On Tuesday, March 11, nearly 25 years later, John Doe’s body was exhumed and an anthropologic investigation was launched. The Pierce County Sheriff’s Department and Medical Examiner’s Office are reexamining the case, with the hopes of using new technology to reveal answers to old questions.
The main purpose of exhuming the body is to extract a DNA sample, which could be used to establish John Doe’s true identity. His DNA will be entered into the publicly accessible NamUs, National Missing and Unidentified Persons System. NamUs provides a database for law enforcement and the families of missing persons to match DNA with unidentified victims.
In addition to DNA sampling, an artist may utilize facial reconstruction techniques to composite a sketch. It depends on the condition of the skull, Lead Medicolegal Investigator Melissa Baker said, but a picture could make it easier for investigators and loved ones to identify him.
“A lot of new information and tools are available now that weren’t in the past. We’re really hoping to get some leads on who this guy may be. Someone, somewhere knows who he is,” Baker said. “We’ll enter his DNA on our side of the system and hopefully we will get a hit from the other side.”
The body was found approximately three to six months postmortem and was clothed in a Singha Beer T-shirt underneath a long-sleeved cotton shirt, size small; blue jeans, size 29-inch waist; and blue and white striped tennis shoes, size 9 1/2. His age was roughly determined to be late teens or early 20s. The cause of death was a stab wound to the chest, Pierce County Sheriff’s Detective Ed Troyer said.

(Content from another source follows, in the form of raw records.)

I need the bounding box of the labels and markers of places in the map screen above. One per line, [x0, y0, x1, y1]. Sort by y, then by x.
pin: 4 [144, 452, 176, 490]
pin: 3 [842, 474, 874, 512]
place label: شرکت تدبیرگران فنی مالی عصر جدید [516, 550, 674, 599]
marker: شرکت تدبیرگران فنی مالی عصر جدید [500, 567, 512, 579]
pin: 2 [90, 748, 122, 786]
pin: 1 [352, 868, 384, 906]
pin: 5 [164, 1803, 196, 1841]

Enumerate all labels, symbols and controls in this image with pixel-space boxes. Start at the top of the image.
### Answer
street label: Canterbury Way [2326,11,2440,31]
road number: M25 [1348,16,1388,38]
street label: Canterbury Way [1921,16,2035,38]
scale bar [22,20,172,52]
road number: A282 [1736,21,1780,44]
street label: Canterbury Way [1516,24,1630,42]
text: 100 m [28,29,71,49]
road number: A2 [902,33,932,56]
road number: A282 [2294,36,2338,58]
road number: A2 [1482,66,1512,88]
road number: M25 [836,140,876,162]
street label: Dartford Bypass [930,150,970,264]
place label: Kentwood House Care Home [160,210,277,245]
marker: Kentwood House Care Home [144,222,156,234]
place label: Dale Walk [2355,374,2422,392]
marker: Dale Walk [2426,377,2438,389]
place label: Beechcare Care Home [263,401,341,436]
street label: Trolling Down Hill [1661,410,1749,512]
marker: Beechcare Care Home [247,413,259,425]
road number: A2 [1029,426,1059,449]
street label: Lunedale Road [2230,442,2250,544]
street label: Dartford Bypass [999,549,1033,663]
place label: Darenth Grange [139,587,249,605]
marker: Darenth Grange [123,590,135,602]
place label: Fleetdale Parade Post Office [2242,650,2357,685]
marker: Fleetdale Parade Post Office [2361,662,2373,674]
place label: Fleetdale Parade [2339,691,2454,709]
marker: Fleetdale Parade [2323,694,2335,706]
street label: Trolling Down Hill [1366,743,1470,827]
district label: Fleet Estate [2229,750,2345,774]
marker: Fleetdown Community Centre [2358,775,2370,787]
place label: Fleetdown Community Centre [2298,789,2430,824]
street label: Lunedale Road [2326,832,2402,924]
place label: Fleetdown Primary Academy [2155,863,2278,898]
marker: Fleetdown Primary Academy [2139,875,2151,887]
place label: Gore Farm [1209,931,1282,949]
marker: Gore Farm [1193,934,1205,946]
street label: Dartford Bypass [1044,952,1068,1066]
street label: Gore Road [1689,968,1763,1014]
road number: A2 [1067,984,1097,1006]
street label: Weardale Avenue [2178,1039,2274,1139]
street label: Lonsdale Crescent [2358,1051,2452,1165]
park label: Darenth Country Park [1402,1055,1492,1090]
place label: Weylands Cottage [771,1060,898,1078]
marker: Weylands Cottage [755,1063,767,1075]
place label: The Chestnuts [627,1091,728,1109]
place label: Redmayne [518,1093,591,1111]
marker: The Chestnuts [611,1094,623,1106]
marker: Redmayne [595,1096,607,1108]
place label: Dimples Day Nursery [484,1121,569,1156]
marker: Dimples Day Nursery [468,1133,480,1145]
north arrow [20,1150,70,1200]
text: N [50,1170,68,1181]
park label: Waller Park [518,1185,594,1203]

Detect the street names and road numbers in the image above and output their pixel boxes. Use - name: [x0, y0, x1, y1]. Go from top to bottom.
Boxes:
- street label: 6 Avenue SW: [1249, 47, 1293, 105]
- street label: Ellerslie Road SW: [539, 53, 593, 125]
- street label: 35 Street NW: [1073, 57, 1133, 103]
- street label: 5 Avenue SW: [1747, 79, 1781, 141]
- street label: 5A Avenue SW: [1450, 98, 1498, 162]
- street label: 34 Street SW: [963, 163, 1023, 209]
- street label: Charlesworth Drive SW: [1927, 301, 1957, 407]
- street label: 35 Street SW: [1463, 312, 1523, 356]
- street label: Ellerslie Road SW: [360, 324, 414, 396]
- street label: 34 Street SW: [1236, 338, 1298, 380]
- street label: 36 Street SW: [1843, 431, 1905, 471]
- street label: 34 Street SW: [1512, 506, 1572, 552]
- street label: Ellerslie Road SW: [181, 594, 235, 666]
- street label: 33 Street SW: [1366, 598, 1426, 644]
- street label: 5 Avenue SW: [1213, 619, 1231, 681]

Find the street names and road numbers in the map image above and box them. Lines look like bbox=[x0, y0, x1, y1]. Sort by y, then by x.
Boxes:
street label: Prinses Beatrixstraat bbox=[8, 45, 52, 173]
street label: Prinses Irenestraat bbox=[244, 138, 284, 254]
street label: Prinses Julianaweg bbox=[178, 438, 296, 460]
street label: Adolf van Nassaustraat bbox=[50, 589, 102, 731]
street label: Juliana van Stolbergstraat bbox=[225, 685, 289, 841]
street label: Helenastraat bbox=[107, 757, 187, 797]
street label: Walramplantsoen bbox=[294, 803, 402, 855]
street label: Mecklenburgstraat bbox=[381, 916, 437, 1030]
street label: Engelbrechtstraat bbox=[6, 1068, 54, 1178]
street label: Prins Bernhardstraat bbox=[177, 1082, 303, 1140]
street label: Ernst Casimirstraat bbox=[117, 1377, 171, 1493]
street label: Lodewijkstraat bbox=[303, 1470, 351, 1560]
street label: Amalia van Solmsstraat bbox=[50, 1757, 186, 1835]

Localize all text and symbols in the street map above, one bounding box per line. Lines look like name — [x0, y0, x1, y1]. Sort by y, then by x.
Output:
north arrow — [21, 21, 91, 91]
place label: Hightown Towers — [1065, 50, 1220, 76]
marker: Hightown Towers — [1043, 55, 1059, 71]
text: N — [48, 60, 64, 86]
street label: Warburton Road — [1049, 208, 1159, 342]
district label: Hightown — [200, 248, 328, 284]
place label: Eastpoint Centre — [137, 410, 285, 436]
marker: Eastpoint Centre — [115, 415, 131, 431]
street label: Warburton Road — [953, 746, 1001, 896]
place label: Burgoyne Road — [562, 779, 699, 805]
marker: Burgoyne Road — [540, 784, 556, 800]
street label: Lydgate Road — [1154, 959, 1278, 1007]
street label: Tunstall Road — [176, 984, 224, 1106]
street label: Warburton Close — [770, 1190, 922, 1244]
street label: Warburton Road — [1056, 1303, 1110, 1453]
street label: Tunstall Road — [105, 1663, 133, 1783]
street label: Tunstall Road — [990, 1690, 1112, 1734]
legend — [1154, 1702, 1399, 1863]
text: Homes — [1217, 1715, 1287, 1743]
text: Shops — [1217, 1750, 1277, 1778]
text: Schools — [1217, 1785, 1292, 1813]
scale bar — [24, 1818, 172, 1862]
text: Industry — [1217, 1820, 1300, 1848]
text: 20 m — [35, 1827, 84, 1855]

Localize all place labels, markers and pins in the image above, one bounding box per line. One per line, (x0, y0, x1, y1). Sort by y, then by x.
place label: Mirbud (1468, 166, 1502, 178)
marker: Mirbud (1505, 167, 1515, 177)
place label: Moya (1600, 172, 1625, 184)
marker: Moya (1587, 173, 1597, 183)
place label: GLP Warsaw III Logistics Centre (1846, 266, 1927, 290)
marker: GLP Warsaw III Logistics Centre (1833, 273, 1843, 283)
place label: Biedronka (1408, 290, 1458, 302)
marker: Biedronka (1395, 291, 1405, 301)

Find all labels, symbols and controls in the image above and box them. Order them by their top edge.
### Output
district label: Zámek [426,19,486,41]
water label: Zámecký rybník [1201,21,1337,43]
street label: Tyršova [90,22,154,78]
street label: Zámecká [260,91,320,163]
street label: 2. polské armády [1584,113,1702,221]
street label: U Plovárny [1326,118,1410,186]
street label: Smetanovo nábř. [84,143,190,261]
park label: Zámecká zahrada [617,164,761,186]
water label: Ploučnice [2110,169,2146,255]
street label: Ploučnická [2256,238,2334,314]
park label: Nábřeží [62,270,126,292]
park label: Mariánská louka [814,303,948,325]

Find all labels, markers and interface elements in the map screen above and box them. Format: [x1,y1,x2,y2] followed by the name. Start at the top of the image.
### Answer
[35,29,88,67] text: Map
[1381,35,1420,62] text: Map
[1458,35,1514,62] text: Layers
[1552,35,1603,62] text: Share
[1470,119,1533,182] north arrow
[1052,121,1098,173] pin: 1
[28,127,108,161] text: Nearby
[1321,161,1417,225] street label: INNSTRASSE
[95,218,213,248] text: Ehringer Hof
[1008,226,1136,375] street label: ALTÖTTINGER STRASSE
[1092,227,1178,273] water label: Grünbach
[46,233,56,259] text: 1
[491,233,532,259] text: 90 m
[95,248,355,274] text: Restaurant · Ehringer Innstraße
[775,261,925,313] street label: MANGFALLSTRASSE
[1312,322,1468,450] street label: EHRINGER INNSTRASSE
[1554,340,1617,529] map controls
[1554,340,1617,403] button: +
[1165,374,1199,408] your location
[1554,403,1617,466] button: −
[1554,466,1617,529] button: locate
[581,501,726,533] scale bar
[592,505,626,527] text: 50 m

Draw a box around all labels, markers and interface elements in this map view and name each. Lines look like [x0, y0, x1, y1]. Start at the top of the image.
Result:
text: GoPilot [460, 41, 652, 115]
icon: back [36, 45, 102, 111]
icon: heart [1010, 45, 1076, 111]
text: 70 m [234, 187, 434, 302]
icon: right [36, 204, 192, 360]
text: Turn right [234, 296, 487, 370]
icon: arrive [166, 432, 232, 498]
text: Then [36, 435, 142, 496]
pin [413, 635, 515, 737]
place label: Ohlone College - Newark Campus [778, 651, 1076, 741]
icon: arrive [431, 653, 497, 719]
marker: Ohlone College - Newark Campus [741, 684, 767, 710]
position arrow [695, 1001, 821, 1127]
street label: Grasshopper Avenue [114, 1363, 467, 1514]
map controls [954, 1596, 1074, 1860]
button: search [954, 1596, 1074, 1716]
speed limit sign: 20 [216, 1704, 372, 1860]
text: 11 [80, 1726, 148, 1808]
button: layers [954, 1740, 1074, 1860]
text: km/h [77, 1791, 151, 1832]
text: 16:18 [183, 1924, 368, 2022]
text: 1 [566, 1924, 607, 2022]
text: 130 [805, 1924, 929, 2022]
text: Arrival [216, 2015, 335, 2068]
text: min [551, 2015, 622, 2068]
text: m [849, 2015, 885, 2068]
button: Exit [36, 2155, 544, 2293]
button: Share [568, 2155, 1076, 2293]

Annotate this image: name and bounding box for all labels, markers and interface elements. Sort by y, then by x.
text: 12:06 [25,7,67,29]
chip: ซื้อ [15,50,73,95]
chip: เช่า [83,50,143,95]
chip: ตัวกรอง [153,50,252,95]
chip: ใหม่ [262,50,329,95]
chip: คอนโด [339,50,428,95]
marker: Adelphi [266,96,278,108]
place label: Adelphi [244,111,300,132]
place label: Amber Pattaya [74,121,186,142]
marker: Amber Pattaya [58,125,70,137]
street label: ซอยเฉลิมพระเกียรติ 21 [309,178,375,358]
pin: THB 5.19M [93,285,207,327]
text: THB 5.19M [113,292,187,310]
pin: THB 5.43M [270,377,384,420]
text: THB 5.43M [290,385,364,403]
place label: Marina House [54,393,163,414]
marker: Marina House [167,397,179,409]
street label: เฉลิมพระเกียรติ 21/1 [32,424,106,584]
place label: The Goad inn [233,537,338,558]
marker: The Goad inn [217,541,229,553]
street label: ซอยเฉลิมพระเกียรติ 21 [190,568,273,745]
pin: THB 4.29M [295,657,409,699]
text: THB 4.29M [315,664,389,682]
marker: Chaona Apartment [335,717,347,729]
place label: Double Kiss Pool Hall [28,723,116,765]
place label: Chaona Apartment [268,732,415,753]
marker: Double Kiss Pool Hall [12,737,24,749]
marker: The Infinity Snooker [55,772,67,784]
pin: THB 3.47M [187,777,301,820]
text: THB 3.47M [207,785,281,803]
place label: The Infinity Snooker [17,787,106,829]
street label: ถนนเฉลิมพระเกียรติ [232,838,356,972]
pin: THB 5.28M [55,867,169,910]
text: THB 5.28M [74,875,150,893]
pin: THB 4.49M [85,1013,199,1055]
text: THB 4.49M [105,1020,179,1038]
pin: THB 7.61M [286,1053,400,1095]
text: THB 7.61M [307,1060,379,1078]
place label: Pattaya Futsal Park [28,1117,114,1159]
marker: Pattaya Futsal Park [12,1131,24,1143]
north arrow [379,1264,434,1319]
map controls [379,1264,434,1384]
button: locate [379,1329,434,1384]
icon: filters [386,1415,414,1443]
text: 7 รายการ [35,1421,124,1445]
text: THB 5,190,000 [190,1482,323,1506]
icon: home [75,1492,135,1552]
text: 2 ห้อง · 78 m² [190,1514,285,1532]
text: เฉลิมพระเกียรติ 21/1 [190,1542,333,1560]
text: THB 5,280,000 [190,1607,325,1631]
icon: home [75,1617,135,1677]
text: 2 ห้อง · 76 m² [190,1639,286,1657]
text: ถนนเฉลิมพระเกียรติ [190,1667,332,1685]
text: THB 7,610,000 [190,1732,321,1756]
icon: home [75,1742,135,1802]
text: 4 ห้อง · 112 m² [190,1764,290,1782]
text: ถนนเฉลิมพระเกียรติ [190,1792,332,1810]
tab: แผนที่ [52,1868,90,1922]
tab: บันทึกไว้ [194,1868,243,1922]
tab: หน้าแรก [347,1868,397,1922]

The sheriff’s department keeps all cases open until solved, regardless of how long the trail goes cold, Troyer said.
“We have a lot of cold cases. We are working on many of them all of the time,” he said. “This was the next step in that particular case.”
This portion of the investigation is expected to take several months, according to Baker, but will hopefully reveal a warm spot in the decades-old cold case.